Innospec Inc (IOSP)

Debt-to-capital ratio

Dec 31, 2023 Sep 30, 2023 Jun 30, 2023 Mar 31, 2023 Dec 31, 2022 Sep 30, 2022 Jun 30, 2022 Mar 31, 2022 Dec 31, 2021 Sep 30, 2021 Jun 30, 2021 Mar 31, 2021 Dec 31, 2020 Sep 30, 2020 Jun 30, 2020 Mar 31, 2020 Dec 31, 2019 Sep 30, 2019 Jun 30, 2019 Mar 31, 2019
Long-term debt US$ in thousands 0 0 0 38,800 58,700 58,600 131,200 136,500 186,300
Total stockholders’ equity US$ in thousands 1,147,100 1,125,400 1,092,200 1,078,200 1,038,000 1,089,400 1,067,900 1,068,200 1,032,400 992,500 973,600 958,600 944,400 -64,300 899,200 943,800 -74,400 881,800 862,700 848,400
Debt-to-capital ratio 0.00 0.00 0.00 0.00 0.00 0.00 0.00 0.00 0.00 0.00 0.00 0.00 0.00 0.04 0.06 0.13 0.14 0.18

December 31, 2023 calculation

Debt-to-capital ratio = Long-term debt ÷ (Long-term debt + Total stockholders’ equity)
= $—K ÷ ($—K + $1,147,100K)
= 0.00

Based on the data provided for Innospec Inc's debt-to-capital ratio for each quarter from Q1 2022 to Q4 2023, it appears that the company consistently maintained a debt-to-capital ratio of 0.00 throughout this period. A debt-to-capital ratio of 0.00 indicates that the company has not been utilizing debt to finance its operations and investments, as its total debt is effectively zero compared to its total capital.

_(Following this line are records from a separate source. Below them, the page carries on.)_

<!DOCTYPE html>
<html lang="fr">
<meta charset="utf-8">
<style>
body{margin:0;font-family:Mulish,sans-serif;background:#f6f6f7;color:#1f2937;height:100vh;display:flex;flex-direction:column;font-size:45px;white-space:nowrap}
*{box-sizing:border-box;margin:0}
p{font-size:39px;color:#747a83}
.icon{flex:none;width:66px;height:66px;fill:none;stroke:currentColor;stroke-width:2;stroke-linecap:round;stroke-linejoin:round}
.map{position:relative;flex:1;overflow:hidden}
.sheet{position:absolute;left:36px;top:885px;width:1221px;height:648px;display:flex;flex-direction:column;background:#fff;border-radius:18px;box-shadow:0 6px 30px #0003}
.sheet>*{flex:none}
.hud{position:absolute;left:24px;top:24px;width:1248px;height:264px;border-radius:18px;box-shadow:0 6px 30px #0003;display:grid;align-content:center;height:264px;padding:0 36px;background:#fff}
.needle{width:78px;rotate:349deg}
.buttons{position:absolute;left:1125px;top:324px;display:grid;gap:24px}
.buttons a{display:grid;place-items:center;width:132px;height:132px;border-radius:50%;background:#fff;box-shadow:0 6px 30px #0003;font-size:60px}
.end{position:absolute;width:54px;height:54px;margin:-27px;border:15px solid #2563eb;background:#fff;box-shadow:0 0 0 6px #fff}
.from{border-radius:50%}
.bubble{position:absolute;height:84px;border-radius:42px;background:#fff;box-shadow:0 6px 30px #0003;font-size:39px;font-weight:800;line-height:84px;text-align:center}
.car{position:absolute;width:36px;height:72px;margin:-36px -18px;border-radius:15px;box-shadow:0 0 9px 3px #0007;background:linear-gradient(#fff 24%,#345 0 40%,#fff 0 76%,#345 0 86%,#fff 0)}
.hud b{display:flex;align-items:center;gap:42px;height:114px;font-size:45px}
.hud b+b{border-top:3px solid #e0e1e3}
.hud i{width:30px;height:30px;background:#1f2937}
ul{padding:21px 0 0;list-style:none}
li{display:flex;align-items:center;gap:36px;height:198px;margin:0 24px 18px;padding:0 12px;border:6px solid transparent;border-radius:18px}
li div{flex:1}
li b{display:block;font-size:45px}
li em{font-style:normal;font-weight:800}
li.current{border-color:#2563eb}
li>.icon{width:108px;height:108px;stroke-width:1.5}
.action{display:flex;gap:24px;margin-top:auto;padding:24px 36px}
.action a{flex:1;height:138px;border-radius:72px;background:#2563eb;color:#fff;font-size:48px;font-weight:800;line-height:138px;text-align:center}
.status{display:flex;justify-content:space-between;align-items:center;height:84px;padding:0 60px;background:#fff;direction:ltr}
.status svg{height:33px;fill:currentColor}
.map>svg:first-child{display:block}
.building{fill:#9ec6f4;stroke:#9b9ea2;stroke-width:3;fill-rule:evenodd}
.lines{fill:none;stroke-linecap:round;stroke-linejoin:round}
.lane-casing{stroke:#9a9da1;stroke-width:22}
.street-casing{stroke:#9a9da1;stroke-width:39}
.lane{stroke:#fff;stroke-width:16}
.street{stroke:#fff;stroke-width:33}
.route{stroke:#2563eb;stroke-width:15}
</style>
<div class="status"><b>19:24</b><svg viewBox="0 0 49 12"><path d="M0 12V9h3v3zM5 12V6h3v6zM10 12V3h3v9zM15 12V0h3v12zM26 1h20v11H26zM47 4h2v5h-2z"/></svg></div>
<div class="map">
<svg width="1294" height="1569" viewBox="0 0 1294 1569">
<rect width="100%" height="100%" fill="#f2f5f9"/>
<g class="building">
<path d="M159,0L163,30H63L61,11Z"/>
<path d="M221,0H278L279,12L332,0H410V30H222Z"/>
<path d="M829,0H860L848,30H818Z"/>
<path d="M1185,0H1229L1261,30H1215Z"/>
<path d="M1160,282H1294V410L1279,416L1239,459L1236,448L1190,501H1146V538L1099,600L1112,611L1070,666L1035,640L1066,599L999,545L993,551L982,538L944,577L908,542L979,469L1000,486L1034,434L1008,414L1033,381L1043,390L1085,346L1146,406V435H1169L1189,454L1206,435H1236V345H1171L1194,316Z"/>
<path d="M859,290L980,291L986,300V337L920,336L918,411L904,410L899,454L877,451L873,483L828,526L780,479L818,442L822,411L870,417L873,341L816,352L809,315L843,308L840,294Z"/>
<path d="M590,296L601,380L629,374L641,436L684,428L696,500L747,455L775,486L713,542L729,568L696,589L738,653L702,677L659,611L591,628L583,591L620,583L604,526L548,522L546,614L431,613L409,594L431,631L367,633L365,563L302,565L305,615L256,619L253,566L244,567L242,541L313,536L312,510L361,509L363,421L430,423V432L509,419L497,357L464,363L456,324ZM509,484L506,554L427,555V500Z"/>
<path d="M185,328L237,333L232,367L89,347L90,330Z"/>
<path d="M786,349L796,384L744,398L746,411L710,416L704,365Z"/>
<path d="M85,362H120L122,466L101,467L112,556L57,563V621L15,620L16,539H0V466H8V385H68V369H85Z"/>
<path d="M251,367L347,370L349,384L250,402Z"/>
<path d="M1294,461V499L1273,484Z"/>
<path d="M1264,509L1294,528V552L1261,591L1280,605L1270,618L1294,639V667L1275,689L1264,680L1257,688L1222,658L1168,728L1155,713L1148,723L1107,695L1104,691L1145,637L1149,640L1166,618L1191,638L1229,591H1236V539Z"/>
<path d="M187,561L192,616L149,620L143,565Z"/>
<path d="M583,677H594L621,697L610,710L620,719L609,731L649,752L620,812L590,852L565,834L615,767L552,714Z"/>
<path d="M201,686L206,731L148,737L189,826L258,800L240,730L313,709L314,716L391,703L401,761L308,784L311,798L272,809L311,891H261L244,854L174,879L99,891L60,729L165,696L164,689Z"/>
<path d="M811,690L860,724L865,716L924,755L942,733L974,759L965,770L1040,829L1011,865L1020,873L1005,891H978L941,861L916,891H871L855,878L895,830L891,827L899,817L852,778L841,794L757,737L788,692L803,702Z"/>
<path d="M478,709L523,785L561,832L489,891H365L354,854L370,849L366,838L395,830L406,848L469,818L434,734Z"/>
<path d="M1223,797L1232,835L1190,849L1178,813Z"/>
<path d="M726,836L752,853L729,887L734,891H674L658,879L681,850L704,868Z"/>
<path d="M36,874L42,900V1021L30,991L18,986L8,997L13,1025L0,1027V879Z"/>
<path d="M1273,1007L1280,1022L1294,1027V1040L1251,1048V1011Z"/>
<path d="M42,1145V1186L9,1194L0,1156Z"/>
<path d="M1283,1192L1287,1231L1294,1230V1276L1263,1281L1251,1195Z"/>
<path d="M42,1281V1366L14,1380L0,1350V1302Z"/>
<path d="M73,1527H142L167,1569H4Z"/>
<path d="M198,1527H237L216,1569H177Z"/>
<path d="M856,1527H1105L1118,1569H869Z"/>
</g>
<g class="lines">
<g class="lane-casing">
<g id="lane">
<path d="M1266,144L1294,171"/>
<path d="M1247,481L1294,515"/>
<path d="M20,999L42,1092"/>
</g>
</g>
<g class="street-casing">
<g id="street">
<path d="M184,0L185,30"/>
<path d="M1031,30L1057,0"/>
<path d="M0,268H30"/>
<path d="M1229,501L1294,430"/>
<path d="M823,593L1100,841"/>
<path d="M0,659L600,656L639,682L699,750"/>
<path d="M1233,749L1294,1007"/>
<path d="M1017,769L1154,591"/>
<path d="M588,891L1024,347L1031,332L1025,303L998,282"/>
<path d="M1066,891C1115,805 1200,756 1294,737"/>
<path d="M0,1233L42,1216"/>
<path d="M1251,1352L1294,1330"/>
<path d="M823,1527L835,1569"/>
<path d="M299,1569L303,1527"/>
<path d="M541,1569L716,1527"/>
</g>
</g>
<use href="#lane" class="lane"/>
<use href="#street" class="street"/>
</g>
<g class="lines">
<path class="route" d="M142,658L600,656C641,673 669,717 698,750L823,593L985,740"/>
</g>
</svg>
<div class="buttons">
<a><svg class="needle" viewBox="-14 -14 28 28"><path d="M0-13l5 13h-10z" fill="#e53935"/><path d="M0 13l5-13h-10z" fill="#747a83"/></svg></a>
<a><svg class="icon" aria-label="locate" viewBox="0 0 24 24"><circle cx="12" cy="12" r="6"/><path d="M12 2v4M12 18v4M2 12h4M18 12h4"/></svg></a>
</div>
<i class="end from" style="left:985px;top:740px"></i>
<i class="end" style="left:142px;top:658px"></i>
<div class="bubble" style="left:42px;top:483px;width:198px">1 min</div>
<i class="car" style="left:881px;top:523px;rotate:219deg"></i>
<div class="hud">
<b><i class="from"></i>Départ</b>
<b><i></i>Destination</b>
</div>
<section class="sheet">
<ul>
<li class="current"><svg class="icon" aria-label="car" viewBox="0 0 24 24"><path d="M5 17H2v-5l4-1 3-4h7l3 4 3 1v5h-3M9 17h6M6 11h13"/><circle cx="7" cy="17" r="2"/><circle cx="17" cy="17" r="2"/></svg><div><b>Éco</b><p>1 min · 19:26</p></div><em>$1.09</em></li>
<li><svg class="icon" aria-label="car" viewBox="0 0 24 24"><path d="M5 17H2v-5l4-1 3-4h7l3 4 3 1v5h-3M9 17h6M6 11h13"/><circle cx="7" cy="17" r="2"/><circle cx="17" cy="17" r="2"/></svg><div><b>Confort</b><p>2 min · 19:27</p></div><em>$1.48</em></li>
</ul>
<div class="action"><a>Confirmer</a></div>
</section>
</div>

This may suggest that Innospec Inc has been predominantly relying on equity financing or internal funds to support its activities rather than taking on external debt. A low or zero debt-to-capital ratio can be seen as a positive indicator of financial stability and lower financial risk, as the company is not burdened with significant interest payments or debt repayment obligations.

However, it is important to consider that a very low debt-to-capital ratio may also indicate underutilization of debt financing opportunities that could potentially enhance returns on equity. Investors and stakeholders may want to further investigate the company's capital structure strategy and evaluate the reasons behind its consistent zero debt-to-capital ratio over multiple quarters.